Work request — If a line in the entries includes "nowrap", show that line.

Materials provided —
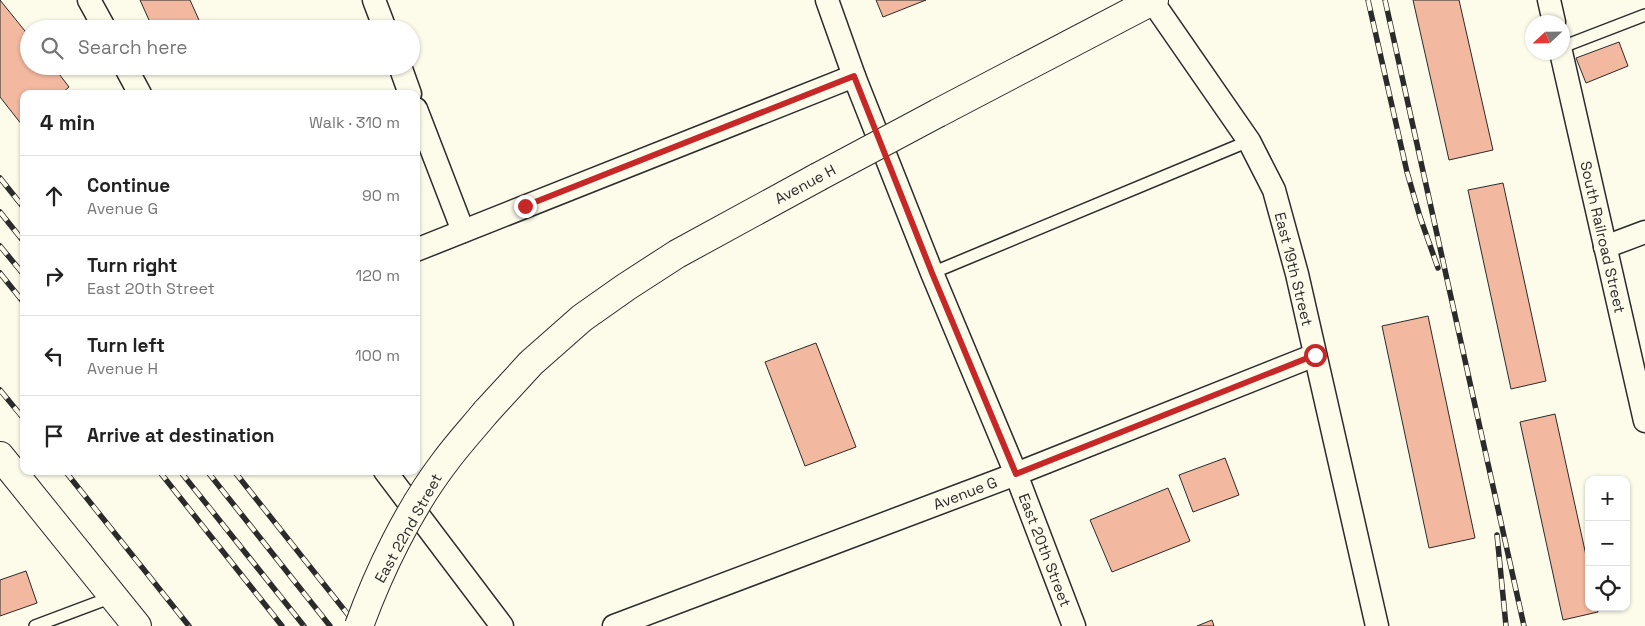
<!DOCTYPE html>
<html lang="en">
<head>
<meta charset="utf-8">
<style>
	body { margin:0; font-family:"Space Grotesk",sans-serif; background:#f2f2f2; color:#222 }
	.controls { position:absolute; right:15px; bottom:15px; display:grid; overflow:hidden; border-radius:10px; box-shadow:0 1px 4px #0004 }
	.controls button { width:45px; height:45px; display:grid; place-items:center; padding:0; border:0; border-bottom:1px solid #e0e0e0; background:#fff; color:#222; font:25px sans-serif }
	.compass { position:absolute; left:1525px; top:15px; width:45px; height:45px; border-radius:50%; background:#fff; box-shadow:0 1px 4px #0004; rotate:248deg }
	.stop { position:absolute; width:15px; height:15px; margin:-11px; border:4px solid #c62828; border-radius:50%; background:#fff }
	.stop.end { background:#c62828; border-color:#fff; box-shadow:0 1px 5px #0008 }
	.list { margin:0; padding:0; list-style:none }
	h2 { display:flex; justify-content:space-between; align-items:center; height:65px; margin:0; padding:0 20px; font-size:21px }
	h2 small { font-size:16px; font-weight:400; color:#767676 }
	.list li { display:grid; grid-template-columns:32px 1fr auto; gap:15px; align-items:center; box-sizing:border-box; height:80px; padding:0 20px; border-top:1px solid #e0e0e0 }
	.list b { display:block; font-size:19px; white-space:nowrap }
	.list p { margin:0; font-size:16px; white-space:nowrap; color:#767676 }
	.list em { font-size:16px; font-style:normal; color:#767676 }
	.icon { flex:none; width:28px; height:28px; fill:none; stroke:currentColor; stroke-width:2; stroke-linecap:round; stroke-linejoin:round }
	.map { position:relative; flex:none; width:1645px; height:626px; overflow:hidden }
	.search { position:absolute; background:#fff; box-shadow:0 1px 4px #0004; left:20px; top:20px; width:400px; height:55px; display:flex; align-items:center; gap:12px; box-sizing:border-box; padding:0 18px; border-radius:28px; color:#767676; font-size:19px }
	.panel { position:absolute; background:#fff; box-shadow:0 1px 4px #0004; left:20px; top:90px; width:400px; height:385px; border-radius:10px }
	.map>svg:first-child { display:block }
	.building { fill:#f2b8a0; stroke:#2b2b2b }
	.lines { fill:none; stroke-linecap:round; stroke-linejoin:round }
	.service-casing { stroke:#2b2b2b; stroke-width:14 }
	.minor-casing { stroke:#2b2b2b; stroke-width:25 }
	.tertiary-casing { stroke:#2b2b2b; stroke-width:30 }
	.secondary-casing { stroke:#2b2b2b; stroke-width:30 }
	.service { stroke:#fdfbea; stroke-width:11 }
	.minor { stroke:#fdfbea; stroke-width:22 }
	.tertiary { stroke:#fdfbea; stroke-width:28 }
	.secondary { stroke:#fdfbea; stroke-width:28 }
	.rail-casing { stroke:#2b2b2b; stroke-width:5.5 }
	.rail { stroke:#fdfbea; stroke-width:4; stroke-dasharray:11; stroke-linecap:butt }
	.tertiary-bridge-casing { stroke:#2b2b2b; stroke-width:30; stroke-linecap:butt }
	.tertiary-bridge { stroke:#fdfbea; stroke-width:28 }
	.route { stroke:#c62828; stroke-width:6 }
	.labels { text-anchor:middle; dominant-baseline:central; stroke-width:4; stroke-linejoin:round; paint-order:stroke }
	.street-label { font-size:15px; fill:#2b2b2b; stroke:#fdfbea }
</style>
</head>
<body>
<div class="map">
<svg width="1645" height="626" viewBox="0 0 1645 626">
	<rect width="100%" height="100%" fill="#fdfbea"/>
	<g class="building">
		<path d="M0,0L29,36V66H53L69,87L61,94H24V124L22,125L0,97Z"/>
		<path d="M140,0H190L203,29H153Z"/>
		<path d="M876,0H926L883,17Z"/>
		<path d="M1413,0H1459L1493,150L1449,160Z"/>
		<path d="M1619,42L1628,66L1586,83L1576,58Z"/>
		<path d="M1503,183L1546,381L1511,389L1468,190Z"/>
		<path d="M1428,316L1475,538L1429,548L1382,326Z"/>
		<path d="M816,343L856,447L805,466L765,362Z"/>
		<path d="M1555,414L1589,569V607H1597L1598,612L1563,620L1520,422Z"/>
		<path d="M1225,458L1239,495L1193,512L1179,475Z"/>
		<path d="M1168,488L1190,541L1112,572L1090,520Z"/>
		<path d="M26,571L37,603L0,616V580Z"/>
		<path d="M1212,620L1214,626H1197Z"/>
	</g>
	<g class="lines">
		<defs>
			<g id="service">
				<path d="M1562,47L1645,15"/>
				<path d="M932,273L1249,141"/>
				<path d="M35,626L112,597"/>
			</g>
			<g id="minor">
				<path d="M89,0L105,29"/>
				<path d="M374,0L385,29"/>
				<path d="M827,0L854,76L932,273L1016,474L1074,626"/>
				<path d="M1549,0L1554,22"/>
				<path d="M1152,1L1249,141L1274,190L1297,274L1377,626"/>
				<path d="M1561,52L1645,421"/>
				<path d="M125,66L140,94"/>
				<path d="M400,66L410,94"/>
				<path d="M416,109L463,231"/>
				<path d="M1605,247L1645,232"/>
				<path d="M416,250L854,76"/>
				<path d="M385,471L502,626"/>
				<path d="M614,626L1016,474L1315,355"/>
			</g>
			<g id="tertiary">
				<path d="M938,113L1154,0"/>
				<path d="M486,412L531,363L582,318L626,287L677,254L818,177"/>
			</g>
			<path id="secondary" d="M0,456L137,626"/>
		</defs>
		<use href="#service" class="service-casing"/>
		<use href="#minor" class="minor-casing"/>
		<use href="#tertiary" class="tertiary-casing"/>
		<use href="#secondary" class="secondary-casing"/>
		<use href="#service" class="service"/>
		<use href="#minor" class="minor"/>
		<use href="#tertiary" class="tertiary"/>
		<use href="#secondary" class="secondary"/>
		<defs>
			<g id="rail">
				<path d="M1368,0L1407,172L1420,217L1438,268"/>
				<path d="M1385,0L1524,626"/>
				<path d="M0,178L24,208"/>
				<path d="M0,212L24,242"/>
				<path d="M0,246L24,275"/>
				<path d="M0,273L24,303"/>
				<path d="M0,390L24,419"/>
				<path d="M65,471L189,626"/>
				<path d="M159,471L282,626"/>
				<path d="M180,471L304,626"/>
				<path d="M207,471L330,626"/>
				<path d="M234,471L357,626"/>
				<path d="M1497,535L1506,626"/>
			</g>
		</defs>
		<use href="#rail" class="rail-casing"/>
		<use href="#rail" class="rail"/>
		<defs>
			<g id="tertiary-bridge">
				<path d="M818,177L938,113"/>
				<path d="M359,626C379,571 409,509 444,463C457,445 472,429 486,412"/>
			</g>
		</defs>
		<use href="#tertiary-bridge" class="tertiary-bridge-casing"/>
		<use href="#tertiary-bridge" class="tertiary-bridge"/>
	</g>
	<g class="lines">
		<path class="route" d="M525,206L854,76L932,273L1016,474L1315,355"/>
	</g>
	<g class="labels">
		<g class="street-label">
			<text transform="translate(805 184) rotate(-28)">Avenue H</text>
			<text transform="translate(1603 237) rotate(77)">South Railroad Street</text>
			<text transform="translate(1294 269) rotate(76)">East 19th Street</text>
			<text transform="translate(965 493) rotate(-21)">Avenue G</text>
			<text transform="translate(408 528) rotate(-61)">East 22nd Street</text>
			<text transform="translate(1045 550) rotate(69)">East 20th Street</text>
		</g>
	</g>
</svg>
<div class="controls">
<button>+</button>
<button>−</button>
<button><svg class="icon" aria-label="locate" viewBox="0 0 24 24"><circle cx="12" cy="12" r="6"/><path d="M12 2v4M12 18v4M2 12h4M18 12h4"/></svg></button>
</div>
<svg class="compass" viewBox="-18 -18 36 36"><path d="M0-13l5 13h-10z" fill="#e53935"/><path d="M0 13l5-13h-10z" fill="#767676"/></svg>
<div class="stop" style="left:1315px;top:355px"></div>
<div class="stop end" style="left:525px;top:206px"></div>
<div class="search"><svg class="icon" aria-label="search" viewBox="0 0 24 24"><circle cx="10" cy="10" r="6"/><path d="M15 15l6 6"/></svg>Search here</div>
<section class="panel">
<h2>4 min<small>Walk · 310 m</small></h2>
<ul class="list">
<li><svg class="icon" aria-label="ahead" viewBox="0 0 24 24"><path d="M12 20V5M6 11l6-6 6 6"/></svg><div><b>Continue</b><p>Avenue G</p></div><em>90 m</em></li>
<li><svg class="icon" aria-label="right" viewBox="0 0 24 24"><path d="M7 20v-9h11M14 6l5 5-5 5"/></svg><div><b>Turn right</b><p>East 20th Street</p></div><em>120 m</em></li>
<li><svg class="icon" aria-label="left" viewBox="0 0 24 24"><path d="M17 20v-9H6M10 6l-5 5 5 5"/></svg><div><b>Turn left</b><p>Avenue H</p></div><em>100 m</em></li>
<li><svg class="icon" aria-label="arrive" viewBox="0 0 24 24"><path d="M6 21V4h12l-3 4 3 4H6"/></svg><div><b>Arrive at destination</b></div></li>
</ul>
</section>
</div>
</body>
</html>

Task output —
	.list b { display:block; font-size:19px; white-space:nowrap }
	.list p { margin:0; font-size:16px; white-space:nowrap; color:#767676 }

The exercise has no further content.